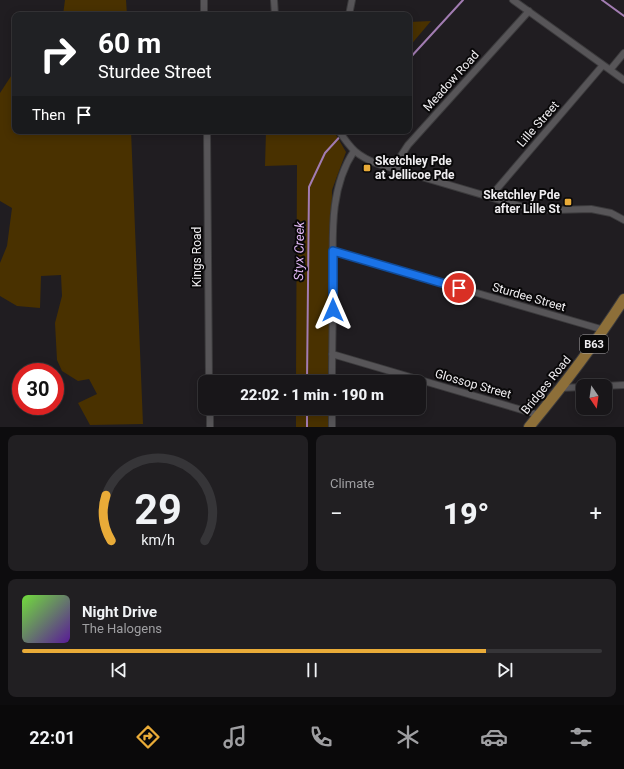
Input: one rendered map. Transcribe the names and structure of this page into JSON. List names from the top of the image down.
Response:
{
  "streets": {
    "main road": ["B63", "Bridges Road"],
    "street": [
      "Meadow Road",
      "Lille Street",
      "Kings Road",
      "Sturdee Street",
      "Glossop Street"
    ]
  },
  "crossings": [
    ["Sturdee Street", "Bridges Road"],
    ["Glossop Street", "Bridges Road"]
  ],
  "water": ["Styx Creek"],
  "places": {
    "transit": ["Sketchley Pde at Jellicoe Pde", "Sketchley Pde after Lille St"]
  },
  "north": "bottom",
  "page": {
    "turn": ["60 m", "Sturdee Street"],
    "then": "Then",
    "limit": "30",
    "trip": "22:02 · 1 min · 190 m",
    "tile": "Climate",
    "heat": ["−", "19°", "+"],
    "song": ["Night Drive", "The Halogens"],
    "tabs": "22:01",
    "gauge": ["29", "km/h"]
  }
}
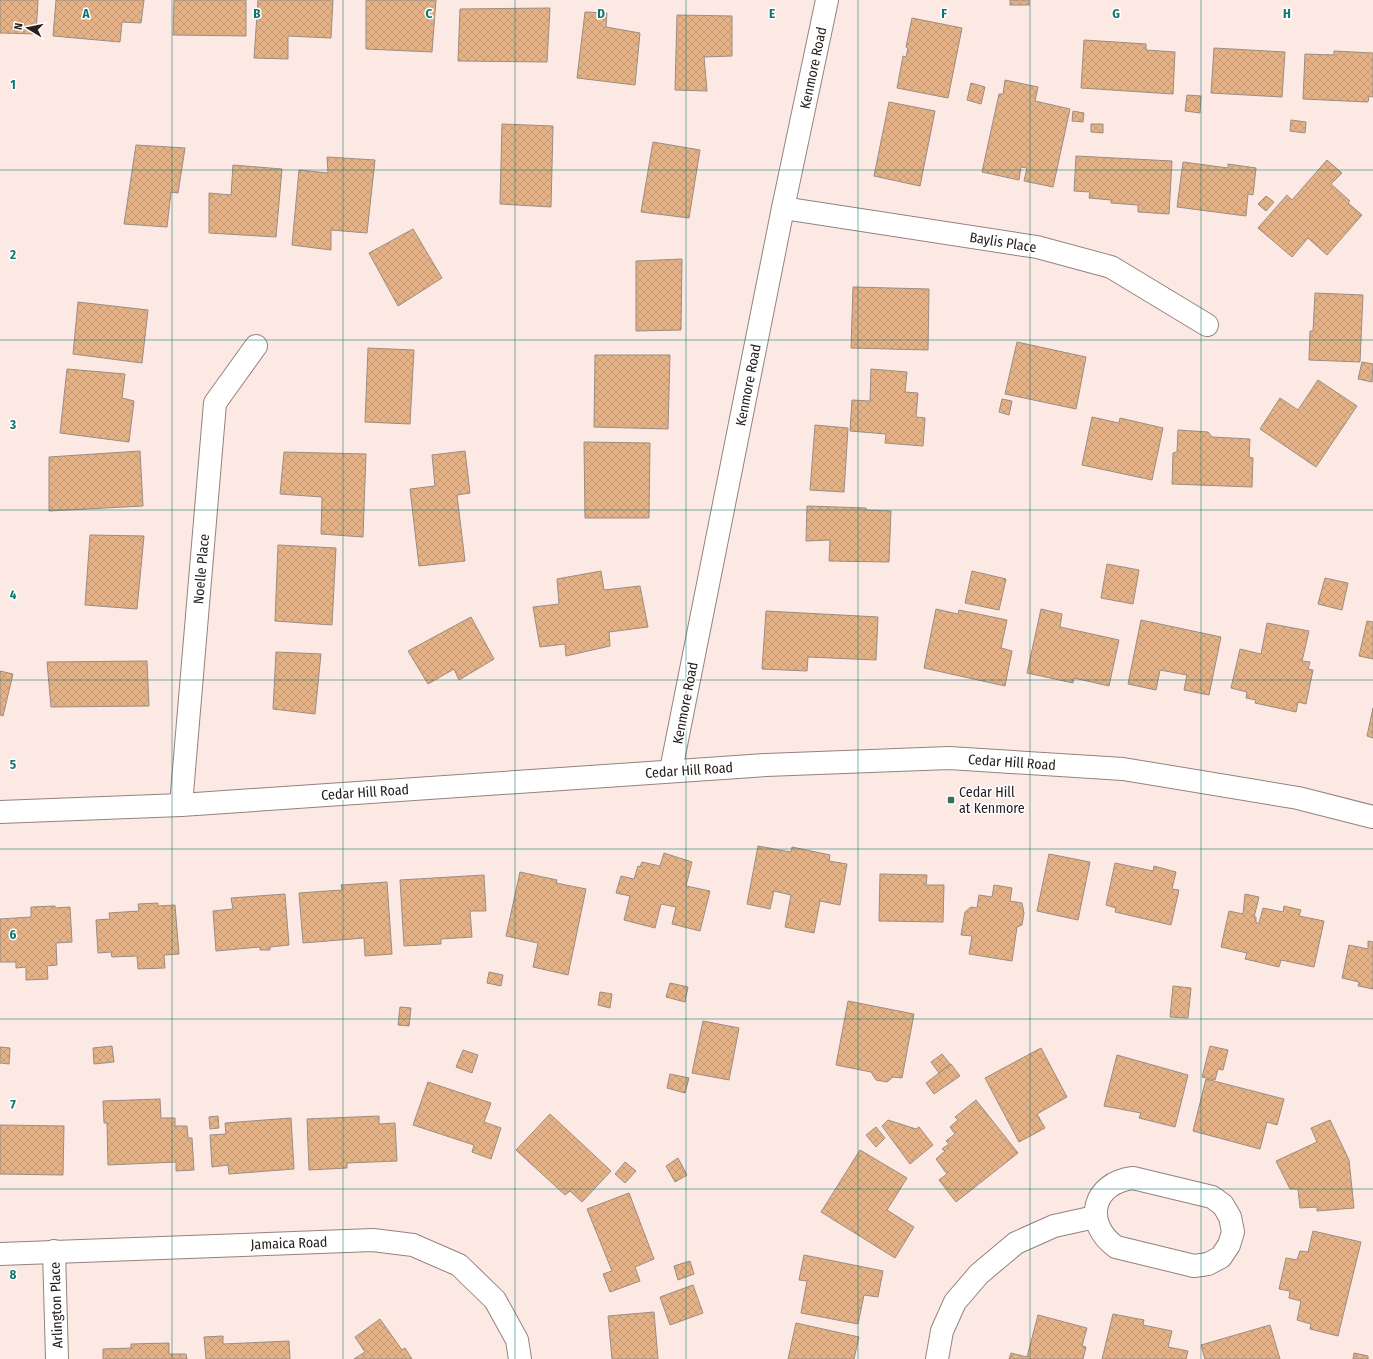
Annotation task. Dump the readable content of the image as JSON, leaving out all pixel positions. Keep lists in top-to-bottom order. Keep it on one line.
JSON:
{"streets":{"street":["Kenmore Road","Baylis Place","Noelle Place","Cedar Hill Road","Jamaica Road","Arlington Place"]},"crossings":[["Kenmore Road","Baylis Place"],["Kenmore Road","Cedar Hill Road"],["Noelle Place","Cedar Hill Road"],["Jamaica Road","Arlington Place"]],"places":{"transit":["Cedar Hill at Kenmore"]},"north":"left","grid":{"columns":["A","B","C","D","E","F","G","H"],"rows":["1","2","3","4","5","6","7","8"]}}
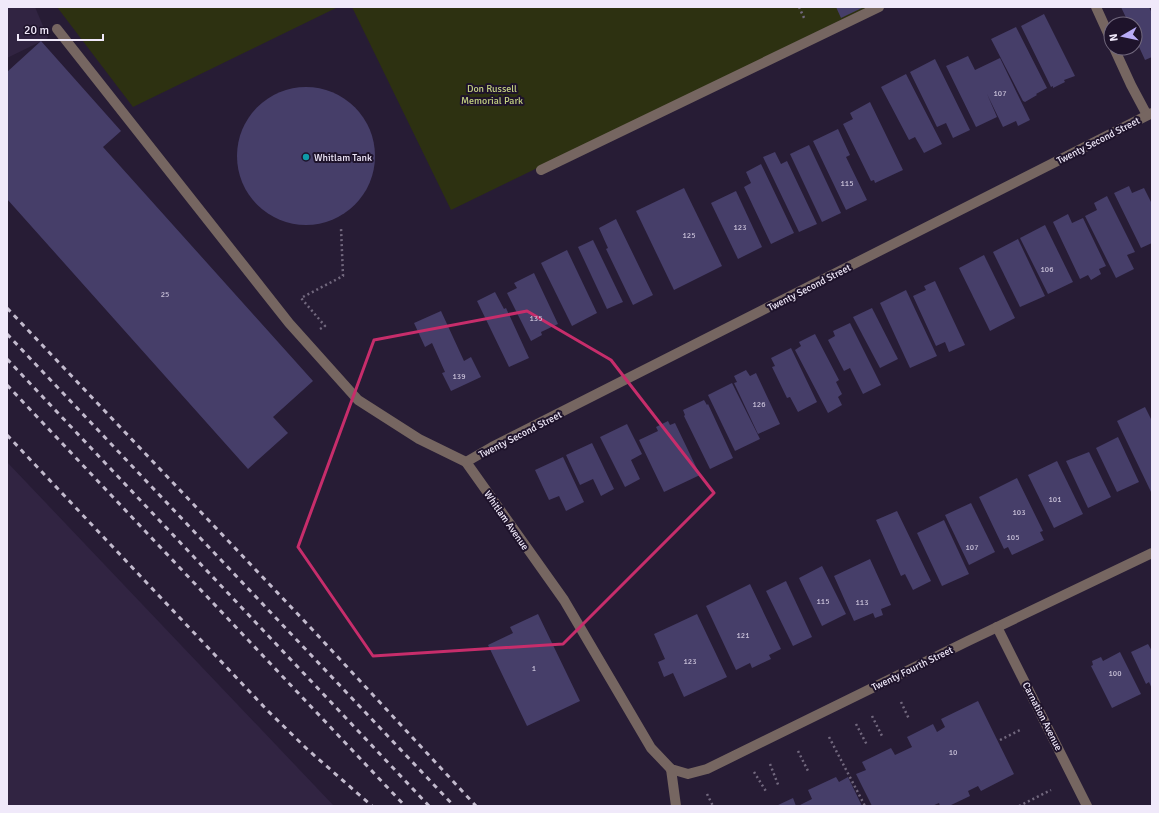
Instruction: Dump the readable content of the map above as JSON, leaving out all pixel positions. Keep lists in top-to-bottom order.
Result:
{
  "streets": {
    "street": [
      "Twenty Second Street",
      "Whitlam Avenue",
      "Twenty Fourth Street",
      "Carnation Avenue"
    ]
  },
  "crossings": [
    ["Twenty Second Street", "Whitlam Avenue"],
    ["Whitlam Avenue", "Twenty Fourth Street"],
    ["Twenty Fourth Street", "Carnation Avenue"]
  ],
  "parks": ["Don Russell Memorial Park"],
  "places": ["Whitlam Tank"],
  "house_numbers": [
    "107",
    "115",
    "123",
    "125",
    "106",
    "25",
    "135",
    "139",
    "126",
    "101",
    "103",
    "105",
    "107",
    "115",
    "113",
    "121",
    "123",
    "1",
    "100",
    "10"
  ],
  "scale_bar": "20 m",
  "north": "left"
}
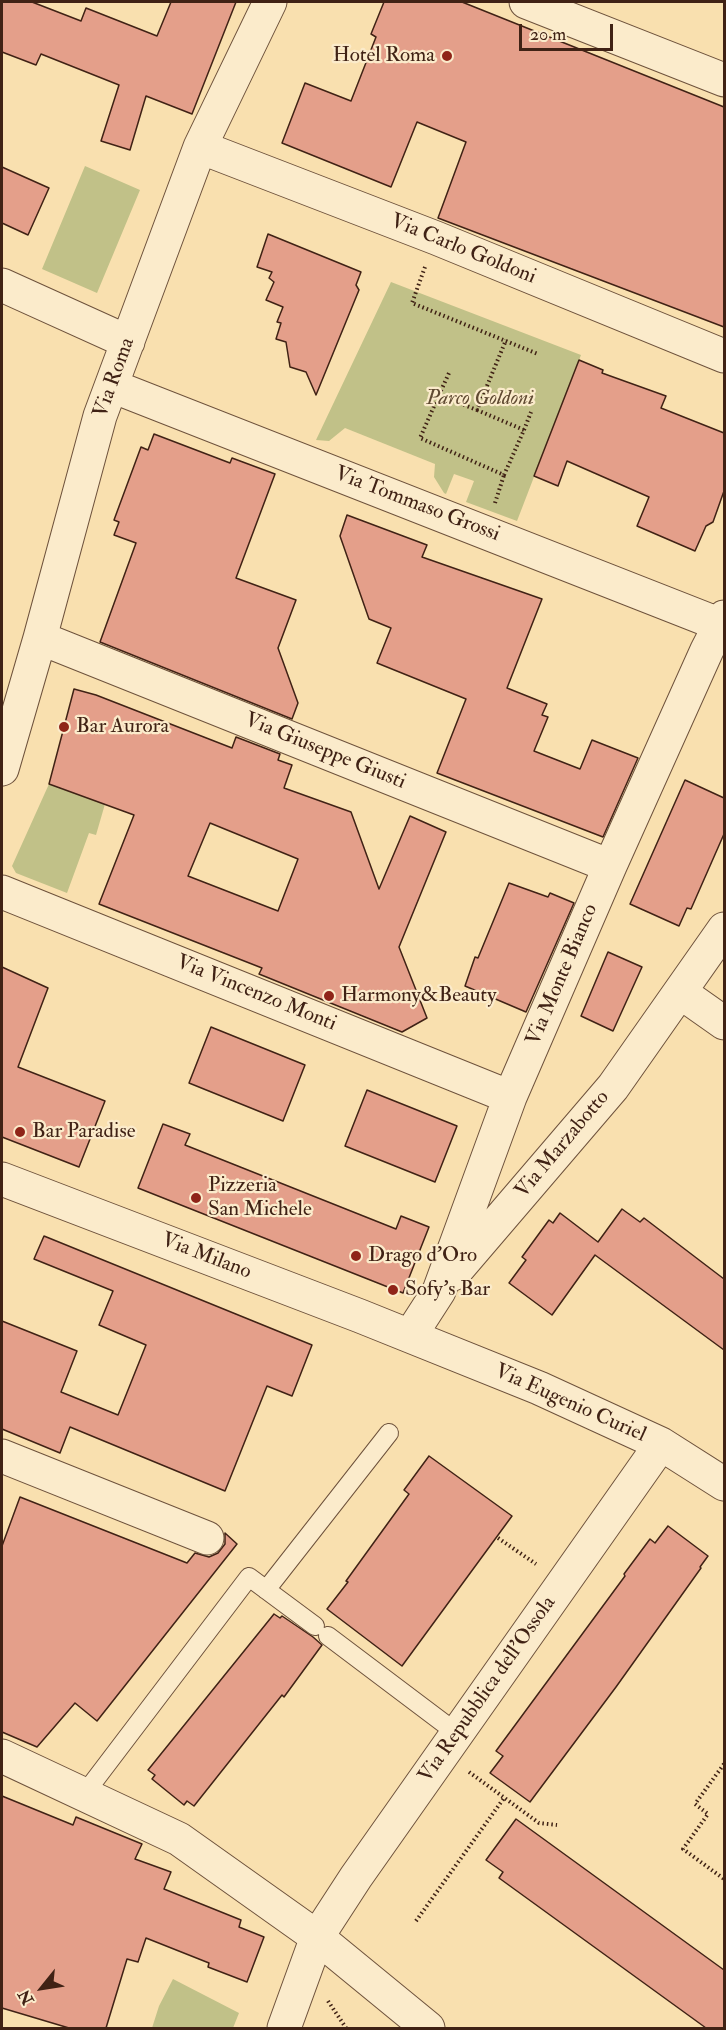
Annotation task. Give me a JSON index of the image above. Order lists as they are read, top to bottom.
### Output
{
  "streets": {
    "street": [
      "Via Carlo Goldoni",
      "Via Roma",
      "Via Tommaso Grossi",
      "Via Giuseppe Giusti",
      "Via Monte Bianco",
      "Via Vincenzo Monti",
      "Via Marzabotto",
      "Via Milano",
      "Via Eugenio Curiel",
      "Via Repubblica dell'Ossola"
    ]
  },
  "crossings": [
    ["Via Carlo Goldoni", "Via Roma"],
    ["Via Roma", "Via Tommaso Grossi"],
    ["Via Roma", "Via Giuseppe Giusti"],
    ["Via Tommaso Grossi", "Via Monte Bianco"],
    ["Via Giuseppe Giusti", "Via Monte Bianco"],
    ["Via Monte Bianco", "Via Vincenzo Monti"],
    ["Via Monte Bianco", "Via Marzabotto"],
    ["Via Monte Bianco", "Via Milano"],
    ["Via Monte Bianco", "Via Eugenio Curiel"],
    ["Via Milano", "Via Eugenio Curiel"],
    ["Via Eugenio Curiel", "Via Repubblica dell'Ossola"]
  ],
  "parks": ["Parco Goldoni"],
  "places": [
    "Hotel Roma",
    "Bar Aurora",
    "Harmony&Beauty",
    "Bar Paradise",
    "Pizzeria San Michele",
    "Drago d'Oro",
    "Sofy's Bar"
  ],
  "scale_bar": "20 m",
  "north": "bottom left"
}
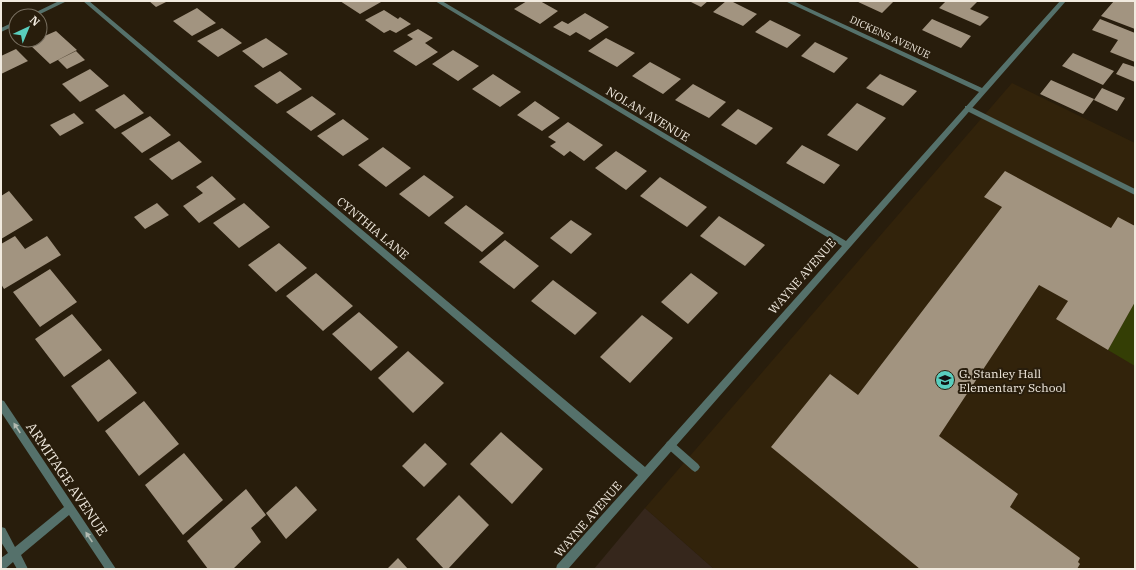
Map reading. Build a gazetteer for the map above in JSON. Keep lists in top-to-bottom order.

◇ ◇ ◇

Omit the pictures; set down each record exactly.

- Solution to this problem
Input: one rendered map. Transcribe the names and structure of this page into JSON. List names from the top of the image down.
Response:
{
  "streets": {
    "main road": ["B63", "Bridges Road"],
    "street": [
      "Meadow Road",
      "Lille Street",
      "Kings Road",
      "Sturdee Street",
      "Glossop Street"
    ]
  },
  "crossings": [
    ["Sturdee Street", "Bridges Road"],
    ["Glossop Street", "Bridges Road"]
  ],
  "water": ["Styx Creek"],
  "places": {
    "transit": ["Sketchley Pde at Jellicoe Pde", "Sketchley Pde after Lille St"]
  },
  "north": "bottom",
  "page": {
    "turn": ["60 m", "Sturdee Street"],
    "then": "Then",
    "limit": "30",
    "trip": "22:02 · 1 min · 190 m",
    "tile": "Climate",
    "heat": ["−", "19°", "+"],
    "song": ["Night Drive", "The Halogens"],
    "tabs": "22:01",
    "gauge": ["29", "km/h"]
  }
}
Annotation task. Dump the readable content of the image as JSON, leaving out all pixel positions. Keep lists in top-to-bottom order. Keep it on one line.
JSON:
{"streets":{"street":["Kenmore Road","Baylis Place","Noelle Place","Cedar Hill Road","Jamaica Road","Arlington Place"]},"crossings":[["Kenmore Road","Baylis Place"],["Kenmore Road","Cedar Hill Road"],["Noelle Place","Cedar Hill Road"],["Jamaica Road","Arlington Place"]],"places":{"transit":["Cedar Hill at Kenmore"]},"north":"left","grid":{"columns":["A","B","C","D","E","F","G","H"],"rows":["1","2","3","4","5","6","7","8"]}}
Instruction: Dump the readable content of the map above as JSON, leaving out all pixel positions. Keep lists in top-to-bottom order.
Result:
{
  "streets": {
    "street": [
      "Twenty Second Street",
      "Whitlam Avenue",
      "Twenty Fourth Street",
      "Carnation Avenue"
    ]
  },
  "crossings": [
    ["Twenty Second Street", "Whitlam Avenue"],
    ["Whitlam Avenue", "Twenty Fourth Street"],
    ["Twenty Fourth Street", "Carnation Avenue"]
  ],
  "parks": ["Don Russell Memorial Park"],
  "places": ["Whitlam Tank"],
  "house_numbers": [
    "107",
    "115",
    "123",
    "125",
    "106",
    "25",
    "135",
    "139",
    "126",
    "101",
    "103",
    "105",
    "107",
    "115",
    "113",
    "121",
    "123",
    "1",
    "100",
    "10"
  ],
  "scale_bar": "20 m",
  "north": "left"
}
Annotation task. Give me a JSON index of the image above. Order lists as they are read, top to bottom.
### Output
{
  "streets": {
    "street": [
      "Via Carlo Goldoni",
      "Via Roma",
      "Via Tommaso Grossi",
      "Via Giuseppe Giusti",
      "Via Monte Bianco",
      "Via Vincenzo Monti",
      "Via Marzabotto",
      "Via Milano",
      "Via Eugenio Curiel",
      "Via Repubblica dell'Ossola"
    ]
  },
  "crossings": [
    ["Via Carlo Goldoni", "Via Roma"],
    ["Via Roma", "Via Tommaso Grossi"],
    ["Via Roma", "Via Giuseppe Giusti"],
    ["Via Tommaso Grossi", "Via Monte Bianco"],
    ["Via Giuseppe Giusti", "Via Monte Bianco"],
    ["Via Monte Bianco", "Via Vincenzo Monti"],
    ["Via Monte Bianco", "Via Marzabotto"],
    ["Via Monte Bianco", "Via Milano"],
    ["Via Monte Bianco", "Via Eugenio Curiel"],
    ["Via Milano", "Via Eugenio Curiel"],
    ["Via Eugenio Curiel", "Via Repubblica dell'Ossola"]
  ],
  "parks": ["Parco Goldoni"],
  "places": [
    "Hotel Roma",
    "Bar Aurora",
    "Harmony&Beauty",
    "Bar Paradise",
    "Pizzeria San Michele",
    "Drago d'Oro",
    "Sofy's Bar"
  ],
  "scale_bar": "20 m",
  "north": "bottom left"
}
Map reading. Build a gazetteer for the map above in JSON. Keep lists in top-to-bottom order.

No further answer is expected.